EXERCISE OBJECTIVE: Scan the entries below for the word "grid", then copy each line that holds it.

BEGIN DATA PROVIDED

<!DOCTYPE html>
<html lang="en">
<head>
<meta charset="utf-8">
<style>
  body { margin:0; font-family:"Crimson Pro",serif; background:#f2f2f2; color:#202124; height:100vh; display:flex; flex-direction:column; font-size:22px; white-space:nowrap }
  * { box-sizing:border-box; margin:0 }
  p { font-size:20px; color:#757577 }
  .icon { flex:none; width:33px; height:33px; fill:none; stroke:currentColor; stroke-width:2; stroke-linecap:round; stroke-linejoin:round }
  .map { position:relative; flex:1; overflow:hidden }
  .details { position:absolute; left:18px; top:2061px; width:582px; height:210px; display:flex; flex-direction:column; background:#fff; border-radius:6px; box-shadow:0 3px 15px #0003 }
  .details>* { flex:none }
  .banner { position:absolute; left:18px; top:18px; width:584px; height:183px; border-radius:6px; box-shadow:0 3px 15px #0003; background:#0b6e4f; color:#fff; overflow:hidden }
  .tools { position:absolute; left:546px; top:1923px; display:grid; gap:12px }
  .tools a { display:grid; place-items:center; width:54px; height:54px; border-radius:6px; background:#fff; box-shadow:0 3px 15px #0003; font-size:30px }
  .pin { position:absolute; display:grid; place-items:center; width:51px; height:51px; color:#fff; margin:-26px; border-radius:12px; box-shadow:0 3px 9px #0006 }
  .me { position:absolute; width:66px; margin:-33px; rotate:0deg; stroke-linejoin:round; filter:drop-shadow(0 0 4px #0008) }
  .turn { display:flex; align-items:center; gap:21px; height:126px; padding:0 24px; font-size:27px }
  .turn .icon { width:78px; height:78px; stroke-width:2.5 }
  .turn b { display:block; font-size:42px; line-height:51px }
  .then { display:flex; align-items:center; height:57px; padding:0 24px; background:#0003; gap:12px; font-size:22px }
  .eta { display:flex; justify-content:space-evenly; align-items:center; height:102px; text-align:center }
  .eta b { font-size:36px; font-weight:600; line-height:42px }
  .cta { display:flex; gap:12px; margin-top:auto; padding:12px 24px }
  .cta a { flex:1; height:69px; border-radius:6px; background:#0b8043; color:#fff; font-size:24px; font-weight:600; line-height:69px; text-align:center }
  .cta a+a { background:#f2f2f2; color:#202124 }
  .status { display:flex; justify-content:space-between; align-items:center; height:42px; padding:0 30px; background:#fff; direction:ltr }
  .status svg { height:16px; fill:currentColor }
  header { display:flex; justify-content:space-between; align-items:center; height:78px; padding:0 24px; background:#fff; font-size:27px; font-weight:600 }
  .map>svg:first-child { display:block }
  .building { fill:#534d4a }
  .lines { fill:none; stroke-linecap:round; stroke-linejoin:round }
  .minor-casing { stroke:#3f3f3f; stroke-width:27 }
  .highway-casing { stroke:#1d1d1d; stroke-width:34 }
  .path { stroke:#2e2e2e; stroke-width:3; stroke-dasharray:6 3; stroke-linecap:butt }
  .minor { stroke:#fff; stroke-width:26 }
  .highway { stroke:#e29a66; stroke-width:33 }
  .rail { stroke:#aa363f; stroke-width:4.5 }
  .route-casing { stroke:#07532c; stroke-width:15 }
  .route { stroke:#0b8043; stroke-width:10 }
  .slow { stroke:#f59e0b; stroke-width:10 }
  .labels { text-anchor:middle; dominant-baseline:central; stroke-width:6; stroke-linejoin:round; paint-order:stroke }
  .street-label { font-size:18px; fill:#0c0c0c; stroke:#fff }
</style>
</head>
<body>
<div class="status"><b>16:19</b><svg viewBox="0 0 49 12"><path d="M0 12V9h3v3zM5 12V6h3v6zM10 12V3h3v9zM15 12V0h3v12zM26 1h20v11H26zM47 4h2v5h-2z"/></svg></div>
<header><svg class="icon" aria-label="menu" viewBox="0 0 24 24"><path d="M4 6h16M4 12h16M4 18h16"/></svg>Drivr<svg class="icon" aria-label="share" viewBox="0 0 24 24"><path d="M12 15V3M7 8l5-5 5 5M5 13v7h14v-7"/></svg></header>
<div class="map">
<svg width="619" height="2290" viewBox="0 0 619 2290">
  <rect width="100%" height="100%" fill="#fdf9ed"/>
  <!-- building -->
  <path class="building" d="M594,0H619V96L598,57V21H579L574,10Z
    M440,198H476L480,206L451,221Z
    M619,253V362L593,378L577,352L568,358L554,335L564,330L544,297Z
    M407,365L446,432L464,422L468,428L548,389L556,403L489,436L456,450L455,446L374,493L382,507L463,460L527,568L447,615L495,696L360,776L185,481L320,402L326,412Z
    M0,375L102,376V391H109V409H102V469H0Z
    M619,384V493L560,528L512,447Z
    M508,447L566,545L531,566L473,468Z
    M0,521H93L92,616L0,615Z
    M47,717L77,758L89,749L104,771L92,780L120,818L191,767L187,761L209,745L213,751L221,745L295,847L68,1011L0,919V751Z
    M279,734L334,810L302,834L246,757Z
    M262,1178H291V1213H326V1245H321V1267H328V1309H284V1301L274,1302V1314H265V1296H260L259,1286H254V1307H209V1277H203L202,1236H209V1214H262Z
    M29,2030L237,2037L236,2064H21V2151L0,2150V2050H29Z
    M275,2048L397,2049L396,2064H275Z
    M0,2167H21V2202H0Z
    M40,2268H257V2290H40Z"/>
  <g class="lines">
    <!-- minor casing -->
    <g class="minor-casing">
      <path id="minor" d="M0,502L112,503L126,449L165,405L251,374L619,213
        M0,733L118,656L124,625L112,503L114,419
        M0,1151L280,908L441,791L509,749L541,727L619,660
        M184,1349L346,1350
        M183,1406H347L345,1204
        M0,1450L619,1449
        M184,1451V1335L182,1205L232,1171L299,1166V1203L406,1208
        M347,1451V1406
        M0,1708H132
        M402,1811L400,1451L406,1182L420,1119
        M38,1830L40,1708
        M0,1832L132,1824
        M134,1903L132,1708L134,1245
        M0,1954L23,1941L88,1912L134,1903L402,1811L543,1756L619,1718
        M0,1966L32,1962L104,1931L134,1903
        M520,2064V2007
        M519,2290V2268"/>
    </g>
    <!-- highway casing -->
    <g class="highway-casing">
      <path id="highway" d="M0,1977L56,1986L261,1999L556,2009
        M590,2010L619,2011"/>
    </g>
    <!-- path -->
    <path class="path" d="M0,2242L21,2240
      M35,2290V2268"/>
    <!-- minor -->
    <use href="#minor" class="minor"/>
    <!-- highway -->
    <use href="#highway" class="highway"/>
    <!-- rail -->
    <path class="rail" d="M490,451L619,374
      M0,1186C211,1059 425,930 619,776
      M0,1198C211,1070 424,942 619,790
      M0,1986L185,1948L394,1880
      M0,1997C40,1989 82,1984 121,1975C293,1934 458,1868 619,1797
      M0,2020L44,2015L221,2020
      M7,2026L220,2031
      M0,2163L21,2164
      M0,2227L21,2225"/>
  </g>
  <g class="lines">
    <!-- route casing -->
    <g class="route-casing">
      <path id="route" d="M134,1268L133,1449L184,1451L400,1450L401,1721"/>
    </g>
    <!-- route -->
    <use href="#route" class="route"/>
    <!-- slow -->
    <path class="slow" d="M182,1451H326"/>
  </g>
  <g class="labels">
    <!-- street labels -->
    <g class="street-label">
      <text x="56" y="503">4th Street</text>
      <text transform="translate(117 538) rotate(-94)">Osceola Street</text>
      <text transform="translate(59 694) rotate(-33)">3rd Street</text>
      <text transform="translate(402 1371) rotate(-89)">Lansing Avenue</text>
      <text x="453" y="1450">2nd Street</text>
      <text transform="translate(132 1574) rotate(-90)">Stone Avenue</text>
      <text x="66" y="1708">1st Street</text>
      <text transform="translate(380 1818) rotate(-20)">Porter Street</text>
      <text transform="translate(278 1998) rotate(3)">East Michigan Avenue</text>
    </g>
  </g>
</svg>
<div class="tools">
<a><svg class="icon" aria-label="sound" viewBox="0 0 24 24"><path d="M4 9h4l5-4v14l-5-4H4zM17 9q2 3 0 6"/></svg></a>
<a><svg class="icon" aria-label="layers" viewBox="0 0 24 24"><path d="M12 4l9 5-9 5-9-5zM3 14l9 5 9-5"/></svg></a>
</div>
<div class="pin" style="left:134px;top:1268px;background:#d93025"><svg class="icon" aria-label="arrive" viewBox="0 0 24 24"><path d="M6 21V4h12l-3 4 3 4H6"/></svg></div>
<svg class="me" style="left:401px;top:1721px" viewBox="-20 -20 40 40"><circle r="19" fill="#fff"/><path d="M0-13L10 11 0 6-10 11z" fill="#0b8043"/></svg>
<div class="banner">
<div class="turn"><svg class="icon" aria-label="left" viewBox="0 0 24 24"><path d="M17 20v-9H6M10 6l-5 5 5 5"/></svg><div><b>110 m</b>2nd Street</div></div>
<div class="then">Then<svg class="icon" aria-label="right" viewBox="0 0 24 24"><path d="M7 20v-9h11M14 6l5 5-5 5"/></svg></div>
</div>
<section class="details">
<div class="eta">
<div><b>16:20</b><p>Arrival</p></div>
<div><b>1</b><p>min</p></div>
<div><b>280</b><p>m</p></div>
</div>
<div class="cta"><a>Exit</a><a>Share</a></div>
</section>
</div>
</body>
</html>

END DATA PROVIDED

FINISHED EXERCISE:
  .tools { position:absolute; left:546px; top:1923px; display:grid; gap:12px }
  .tools a { display:grid; place-items:center; width:54px; height:54px; border-radius:6px; background:#fff; box-shadow:0 3px 15px #0003; font-size:30px }
  .pin { position:absolute; display:grid; place-items:center; width:51px; height:51px; color:#fff; margin:-26px; border-radius:12px; box-shadow:0 3px 9px #0006 }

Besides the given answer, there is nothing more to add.